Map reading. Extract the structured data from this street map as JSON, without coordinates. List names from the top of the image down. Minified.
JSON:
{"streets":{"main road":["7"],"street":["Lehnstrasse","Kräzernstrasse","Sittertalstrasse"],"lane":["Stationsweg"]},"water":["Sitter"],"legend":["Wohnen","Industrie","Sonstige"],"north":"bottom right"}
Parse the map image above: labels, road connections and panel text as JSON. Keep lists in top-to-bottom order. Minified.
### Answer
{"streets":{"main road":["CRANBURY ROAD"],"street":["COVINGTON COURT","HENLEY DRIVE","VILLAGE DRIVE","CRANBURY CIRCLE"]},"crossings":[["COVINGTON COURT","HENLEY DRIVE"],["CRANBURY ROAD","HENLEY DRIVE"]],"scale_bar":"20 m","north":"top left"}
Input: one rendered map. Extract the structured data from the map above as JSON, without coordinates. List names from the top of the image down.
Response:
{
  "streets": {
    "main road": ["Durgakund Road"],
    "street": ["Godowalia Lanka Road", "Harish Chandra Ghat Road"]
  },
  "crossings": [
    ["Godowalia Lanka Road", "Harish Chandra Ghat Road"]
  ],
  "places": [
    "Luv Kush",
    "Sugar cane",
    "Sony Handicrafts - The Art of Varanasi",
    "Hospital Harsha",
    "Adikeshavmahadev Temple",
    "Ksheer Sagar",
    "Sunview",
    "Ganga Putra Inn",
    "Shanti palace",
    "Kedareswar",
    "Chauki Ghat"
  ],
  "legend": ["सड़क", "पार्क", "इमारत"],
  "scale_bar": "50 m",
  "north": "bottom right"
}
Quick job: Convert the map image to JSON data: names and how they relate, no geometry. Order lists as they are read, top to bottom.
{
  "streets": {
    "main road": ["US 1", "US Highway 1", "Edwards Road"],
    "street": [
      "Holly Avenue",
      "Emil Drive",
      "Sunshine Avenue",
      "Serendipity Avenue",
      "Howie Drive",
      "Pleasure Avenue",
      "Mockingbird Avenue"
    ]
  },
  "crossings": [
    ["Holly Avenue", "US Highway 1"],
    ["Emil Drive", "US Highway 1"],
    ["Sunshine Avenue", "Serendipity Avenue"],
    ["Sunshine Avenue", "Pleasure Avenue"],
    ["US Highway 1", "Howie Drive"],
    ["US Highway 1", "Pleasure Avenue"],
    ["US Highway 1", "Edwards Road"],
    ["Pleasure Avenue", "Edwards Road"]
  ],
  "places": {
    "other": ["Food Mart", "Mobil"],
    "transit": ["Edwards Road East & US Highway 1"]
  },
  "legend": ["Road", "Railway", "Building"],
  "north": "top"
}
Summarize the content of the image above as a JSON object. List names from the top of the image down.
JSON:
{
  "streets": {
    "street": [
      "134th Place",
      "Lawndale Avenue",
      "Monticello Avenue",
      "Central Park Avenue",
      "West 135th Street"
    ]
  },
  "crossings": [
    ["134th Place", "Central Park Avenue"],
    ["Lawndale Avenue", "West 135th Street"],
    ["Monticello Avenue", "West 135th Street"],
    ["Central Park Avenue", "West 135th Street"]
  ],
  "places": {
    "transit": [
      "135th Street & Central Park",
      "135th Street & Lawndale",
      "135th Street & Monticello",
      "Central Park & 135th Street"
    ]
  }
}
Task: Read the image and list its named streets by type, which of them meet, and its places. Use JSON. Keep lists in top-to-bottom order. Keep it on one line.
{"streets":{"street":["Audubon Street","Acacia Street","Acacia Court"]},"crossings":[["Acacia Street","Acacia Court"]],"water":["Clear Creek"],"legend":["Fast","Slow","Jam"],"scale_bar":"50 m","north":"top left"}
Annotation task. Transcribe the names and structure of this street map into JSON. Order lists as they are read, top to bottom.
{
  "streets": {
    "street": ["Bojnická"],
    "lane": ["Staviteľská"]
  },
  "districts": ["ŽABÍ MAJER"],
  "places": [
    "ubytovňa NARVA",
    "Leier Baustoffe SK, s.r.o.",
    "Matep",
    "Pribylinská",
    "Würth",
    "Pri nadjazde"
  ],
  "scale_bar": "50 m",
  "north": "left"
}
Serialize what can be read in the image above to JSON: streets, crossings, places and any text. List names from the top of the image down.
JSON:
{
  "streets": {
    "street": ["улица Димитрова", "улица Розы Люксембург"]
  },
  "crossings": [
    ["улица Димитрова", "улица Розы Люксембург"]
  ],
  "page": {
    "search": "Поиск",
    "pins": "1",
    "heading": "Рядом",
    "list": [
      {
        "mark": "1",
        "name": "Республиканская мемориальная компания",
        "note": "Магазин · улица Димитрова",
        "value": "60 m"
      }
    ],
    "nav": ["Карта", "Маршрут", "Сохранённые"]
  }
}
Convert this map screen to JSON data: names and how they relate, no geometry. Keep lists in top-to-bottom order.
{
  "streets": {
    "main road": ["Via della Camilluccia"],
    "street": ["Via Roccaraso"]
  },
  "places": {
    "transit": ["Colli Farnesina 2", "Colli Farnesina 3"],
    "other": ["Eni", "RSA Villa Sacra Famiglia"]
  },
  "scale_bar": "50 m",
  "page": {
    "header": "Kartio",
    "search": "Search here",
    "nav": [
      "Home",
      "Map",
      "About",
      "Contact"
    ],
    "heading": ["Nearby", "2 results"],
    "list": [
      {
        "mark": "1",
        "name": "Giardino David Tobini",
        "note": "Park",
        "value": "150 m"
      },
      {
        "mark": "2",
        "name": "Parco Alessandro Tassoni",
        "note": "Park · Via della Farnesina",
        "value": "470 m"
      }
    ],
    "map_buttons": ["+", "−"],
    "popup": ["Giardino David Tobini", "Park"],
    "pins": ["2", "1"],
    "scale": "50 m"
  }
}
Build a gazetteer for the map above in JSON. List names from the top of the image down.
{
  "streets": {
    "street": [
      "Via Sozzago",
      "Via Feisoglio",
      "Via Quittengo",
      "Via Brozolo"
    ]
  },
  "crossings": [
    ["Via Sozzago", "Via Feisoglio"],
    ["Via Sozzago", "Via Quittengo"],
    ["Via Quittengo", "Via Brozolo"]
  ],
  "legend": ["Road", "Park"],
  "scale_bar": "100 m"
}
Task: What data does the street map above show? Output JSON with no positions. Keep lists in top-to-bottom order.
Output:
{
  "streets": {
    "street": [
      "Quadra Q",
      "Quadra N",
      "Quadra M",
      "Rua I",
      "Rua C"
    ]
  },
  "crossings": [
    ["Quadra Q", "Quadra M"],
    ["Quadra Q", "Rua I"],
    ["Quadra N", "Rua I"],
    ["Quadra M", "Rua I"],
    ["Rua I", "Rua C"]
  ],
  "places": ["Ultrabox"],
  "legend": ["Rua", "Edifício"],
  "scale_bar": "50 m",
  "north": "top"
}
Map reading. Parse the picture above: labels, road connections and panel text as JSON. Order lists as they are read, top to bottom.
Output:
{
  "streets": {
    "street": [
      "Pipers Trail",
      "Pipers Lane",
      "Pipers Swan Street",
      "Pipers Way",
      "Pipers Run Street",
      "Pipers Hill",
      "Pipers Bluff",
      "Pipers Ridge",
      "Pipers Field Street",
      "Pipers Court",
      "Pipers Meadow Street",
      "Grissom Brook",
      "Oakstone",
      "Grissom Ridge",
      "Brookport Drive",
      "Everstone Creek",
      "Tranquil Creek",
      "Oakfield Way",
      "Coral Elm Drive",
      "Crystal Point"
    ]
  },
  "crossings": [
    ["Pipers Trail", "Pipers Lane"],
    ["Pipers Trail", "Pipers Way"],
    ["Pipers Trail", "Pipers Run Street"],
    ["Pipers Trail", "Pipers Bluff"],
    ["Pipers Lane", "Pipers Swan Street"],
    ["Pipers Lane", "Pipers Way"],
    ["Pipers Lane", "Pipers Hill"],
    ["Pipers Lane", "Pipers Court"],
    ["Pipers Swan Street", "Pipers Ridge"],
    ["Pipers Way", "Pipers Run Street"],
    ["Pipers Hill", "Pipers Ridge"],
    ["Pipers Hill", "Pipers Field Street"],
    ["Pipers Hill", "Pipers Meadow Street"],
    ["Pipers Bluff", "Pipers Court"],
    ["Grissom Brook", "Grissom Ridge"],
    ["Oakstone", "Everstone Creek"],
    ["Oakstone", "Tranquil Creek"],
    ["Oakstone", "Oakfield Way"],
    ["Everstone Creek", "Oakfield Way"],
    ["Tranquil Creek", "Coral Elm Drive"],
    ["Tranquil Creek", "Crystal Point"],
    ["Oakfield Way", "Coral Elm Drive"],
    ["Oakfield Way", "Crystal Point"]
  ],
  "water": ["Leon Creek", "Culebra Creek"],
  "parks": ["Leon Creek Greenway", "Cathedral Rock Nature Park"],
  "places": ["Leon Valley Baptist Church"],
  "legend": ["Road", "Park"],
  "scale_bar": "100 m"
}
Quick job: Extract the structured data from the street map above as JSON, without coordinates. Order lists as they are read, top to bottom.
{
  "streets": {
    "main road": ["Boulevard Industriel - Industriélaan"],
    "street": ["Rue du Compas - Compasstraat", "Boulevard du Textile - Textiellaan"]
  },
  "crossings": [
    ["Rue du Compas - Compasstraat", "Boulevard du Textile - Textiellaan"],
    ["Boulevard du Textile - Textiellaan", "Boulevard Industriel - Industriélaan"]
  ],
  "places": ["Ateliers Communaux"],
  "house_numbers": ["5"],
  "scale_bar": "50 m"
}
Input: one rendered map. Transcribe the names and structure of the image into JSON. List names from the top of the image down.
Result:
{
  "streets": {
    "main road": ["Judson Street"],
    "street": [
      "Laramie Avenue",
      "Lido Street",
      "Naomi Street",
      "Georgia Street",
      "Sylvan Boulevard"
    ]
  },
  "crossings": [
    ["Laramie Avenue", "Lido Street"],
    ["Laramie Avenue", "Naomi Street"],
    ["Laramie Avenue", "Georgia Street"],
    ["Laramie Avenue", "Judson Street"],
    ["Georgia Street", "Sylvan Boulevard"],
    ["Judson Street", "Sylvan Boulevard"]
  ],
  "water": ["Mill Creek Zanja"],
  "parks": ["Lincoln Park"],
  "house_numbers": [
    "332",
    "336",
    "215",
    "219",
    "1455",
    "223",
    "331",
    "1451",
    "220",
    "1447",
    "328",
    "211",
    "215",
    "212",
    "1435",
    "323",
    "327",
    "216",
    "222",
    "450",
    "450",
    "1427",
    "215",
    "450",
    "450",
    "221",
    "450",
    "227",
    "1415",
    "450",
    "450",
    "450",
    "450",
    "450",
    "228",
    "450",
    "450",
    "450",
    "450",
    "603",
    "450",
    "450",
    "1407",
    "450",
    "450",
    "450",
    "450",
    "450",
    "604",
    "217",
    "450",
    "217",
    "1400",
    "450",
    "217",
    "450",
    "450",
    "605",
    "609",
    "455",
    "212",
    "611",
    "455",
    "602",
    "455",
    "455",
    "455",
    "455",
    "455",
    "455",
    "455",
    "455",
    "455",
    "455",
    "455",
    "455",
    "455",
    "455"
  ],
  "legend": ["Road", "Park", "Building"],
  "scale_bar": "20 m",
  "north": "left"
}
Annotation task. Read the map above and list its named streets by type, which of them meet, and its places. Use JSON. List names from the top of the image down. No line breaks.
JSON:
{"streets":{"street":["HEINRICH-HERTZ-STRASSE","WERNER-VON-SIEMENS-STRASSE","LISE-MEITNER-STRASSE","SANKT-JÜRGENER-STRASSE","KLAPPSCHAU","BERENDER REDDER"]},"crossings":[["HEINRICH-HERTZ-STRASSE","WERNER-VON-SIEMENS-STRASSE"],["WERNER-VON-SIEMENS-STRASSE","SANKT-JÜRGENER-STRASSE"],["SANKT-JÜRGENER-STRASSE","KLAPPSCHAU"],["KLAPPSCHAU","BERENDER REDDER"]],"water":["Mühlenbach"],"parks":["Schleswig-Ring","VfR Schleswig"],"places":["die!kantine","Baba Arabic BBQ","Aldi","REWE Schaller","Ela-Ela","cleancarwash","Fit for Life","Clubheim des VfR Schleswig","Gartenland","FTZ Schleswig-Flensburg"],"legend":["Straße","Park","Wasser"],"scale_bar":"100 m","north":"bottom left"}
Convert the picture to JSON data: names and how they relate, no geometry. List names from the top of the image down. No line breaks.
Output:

::::::::::

Go through the records above. Copy each line in which the string "Parse" appears.

**Solution for this task:**
Parse the map image above: labels, road connections and panel text as JSON. Keep lists in top-to-bottom order. Minified.
Map reading. Parse the picture above: labels, road connections and panel text as JSON. Order lists as they are read, top to bottom.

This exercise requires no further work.